---- THE DATA
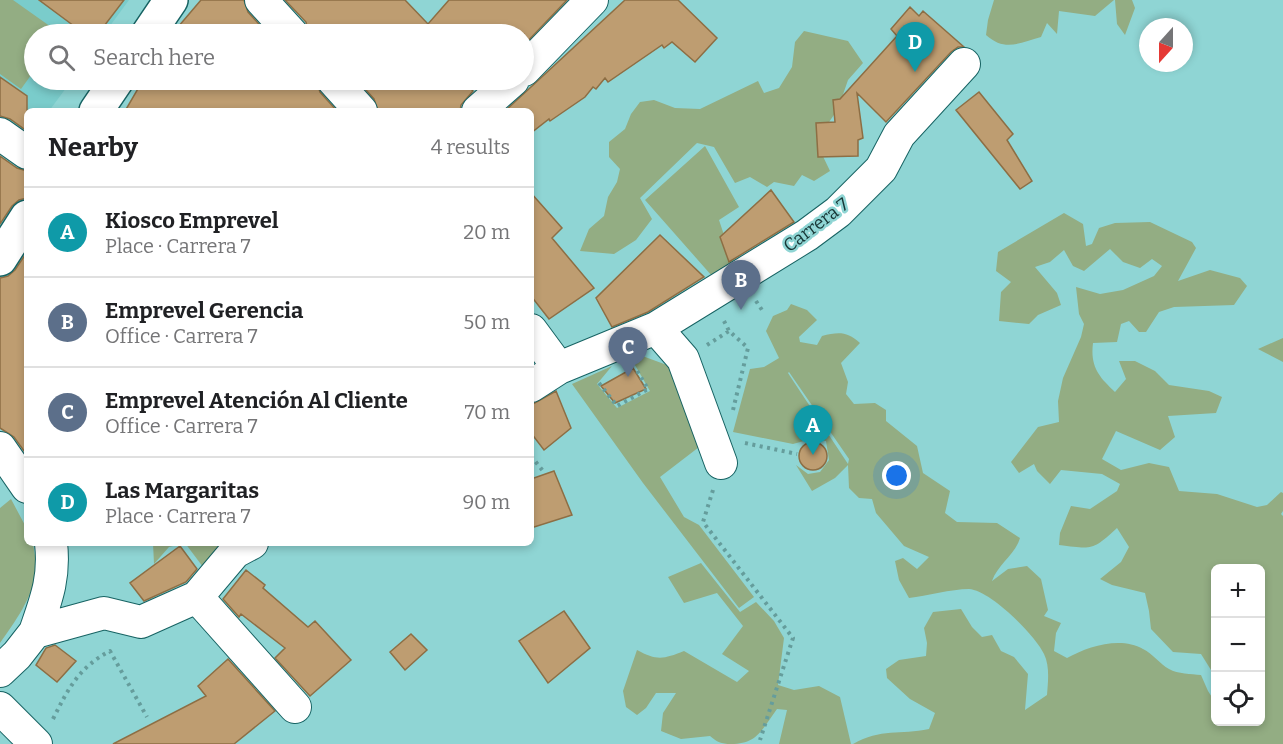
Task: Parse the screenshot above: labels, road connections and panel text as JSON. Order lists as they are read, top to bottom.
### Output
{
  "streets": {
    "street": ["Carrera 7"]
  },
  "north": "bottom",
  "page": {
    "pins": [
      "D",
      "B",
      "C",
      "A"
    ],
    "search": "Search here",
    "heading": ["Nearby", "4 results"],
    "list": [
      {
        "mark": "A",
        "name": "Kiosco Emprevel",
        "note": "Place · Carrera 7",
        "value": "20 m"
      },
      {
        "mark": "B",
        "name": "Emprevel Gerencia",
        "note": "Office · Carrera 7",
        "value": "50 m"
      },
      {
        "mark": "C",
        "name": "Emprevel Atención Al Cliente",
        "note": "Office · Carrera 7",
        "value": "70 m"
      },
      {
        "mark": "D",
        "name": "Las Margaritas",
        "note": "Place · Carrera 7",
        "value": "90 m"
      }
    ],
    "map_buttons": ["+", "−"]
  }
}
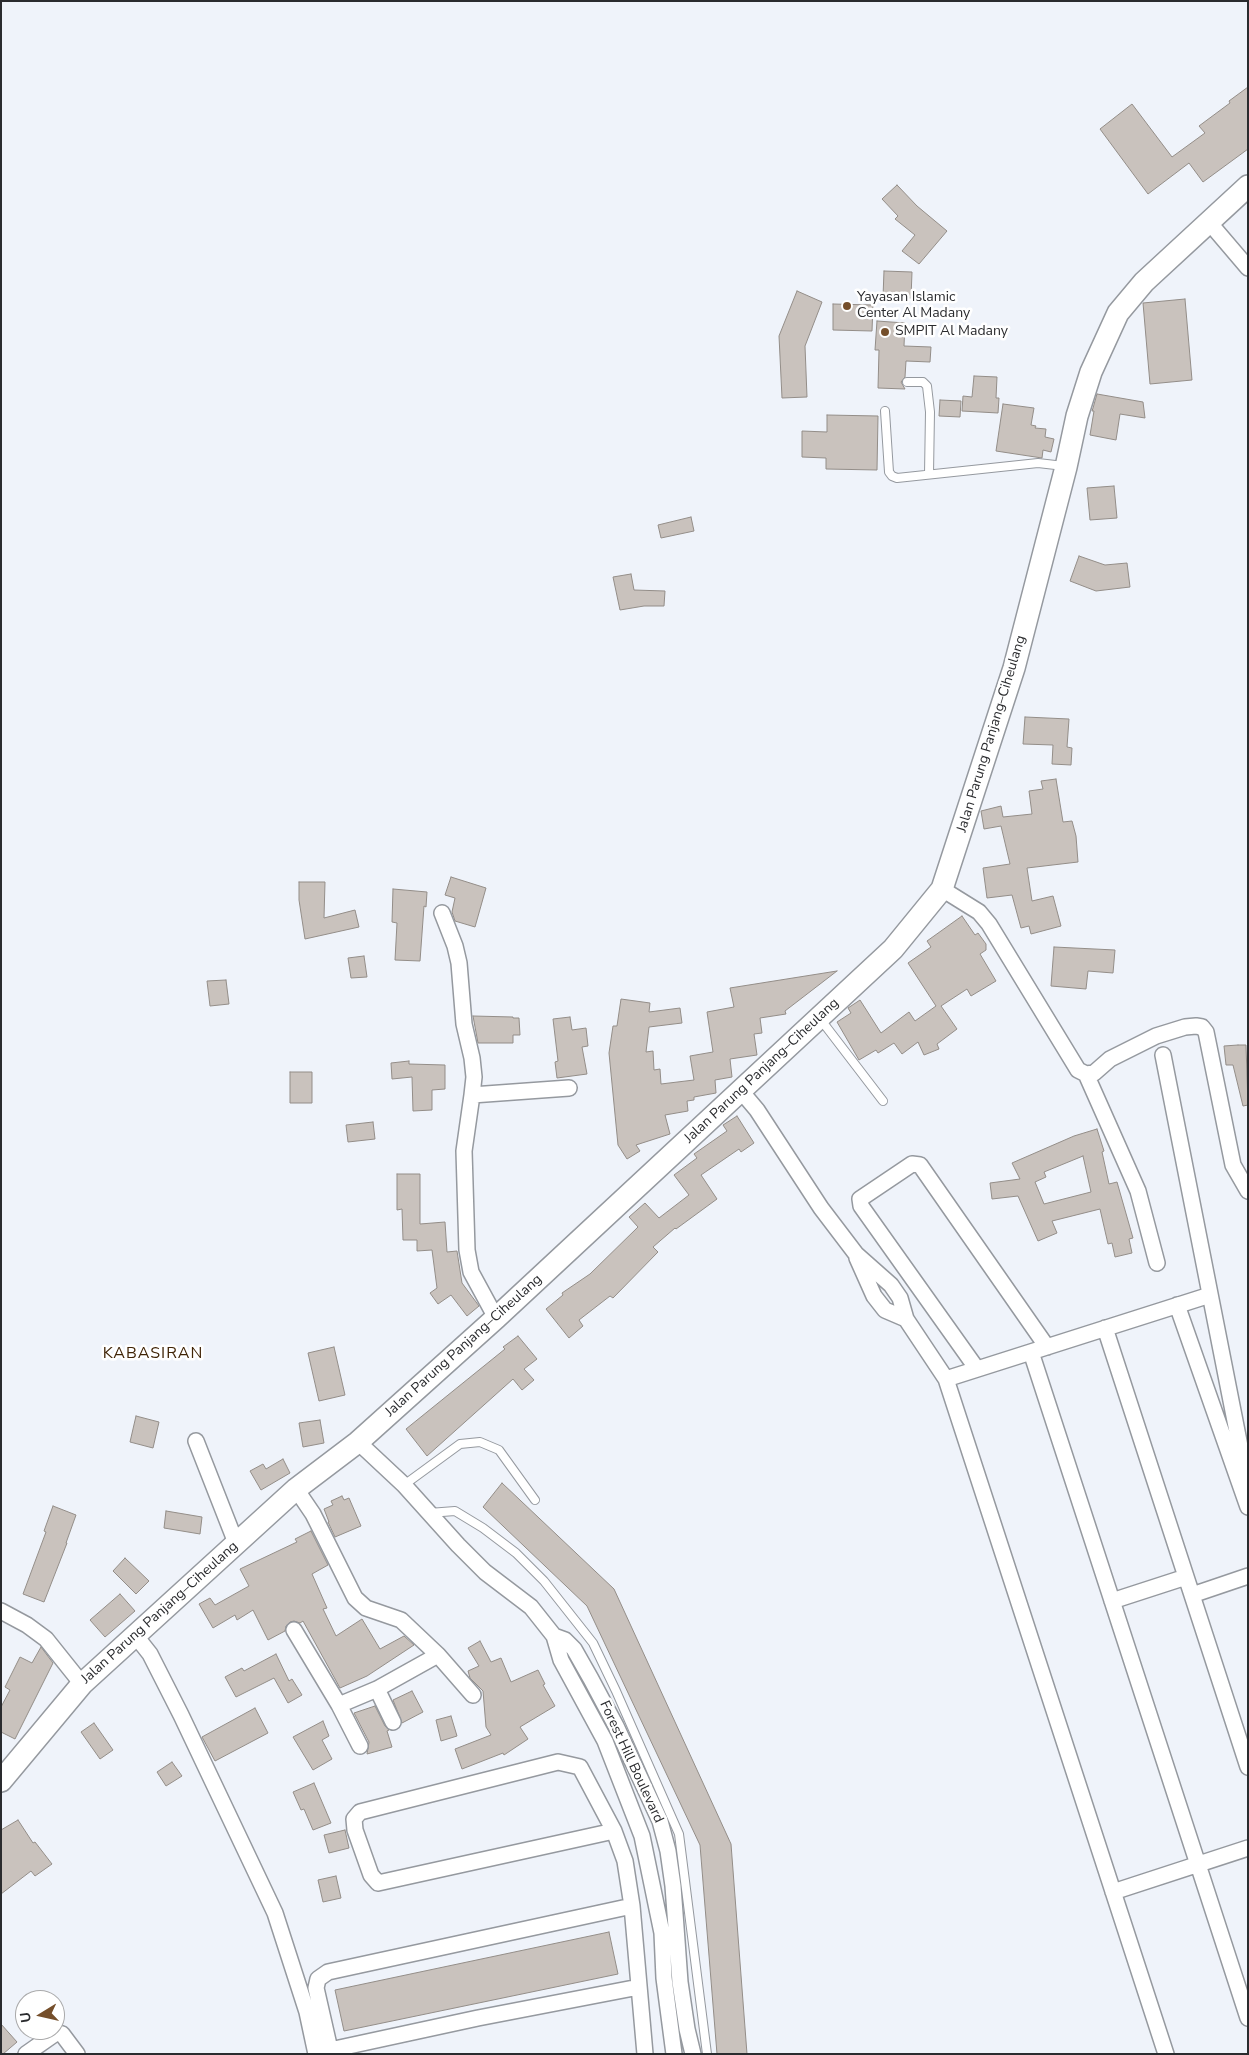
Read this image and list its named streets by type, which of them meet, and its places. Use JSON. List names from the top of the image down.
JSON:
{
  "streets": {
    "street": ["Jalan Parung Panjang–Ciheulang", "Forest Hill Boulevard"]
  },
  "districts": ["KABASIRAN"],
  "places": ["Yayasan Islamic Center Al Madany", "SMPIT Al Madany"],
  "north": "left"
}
--------
---- THE DATA
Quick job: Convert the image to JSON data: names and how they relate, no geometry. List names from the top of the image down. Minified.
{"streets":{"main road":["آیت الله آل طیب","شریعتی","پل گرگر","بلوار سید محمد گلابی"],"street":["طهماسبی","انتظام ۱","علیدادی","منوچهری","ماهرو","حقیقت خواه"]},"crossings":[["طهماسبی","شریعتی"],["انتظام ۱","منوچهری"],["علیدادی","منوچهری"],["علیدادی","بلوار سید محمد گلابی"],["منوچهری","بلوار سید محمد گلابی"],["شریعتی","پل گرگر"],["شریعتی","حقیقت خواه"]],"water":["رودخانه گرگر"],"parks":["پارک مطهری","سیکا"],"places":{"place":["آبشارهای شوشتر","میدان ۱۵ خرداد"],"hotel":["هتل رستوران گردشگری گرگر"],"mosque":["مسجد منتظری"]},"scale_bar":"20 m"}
--------
Above are entries with pictures among them. Write out exactly the lines from the one containing "Task: Parse the" through the one containing "Read this image", ends included, and leave those pictures out.

Task: Parse the screenshot above: labels, road connections and panel text as JSON. Order lists as they are read, top to bottom.
### Output
{
  "streets": {
    "street": ["Carrera 7"]
  },
  "north": "bottom",
  "page": {
    "pins": [
      "D",
      "B",
      "C",
      "A"
    ],
    "search": "Search here",
    "heading": ["Nearby", "4 results"],
    "list": [
      {
        "mark": "A",
        "name": "Kiosco Emprevel",
        "note": "Place · Carrera 7",
        "value": "20 m"
      },
      {
        "mark": "B",
        "name": "Emprevel Gerencia",
        "note": "Office · Carrera 7",
        "value": "50 m"
      },
      {
        "mark": "C",
        "name": "Emprevel Atención Al Cliente",
        "note": "Office · Carrera 7",
        "value": "70 m"
      },
      {
        "mark": "D",
        "name": "Las Margaritas",
        "note": "Place · Carrera 7",
        "value": "90 m"
      }
    ],
    "map_buttons": ["+", "−"]
  }
}
Read this image and list its named streets by type, which of them meet, and its places. Use JSON. List names from the top of the image down.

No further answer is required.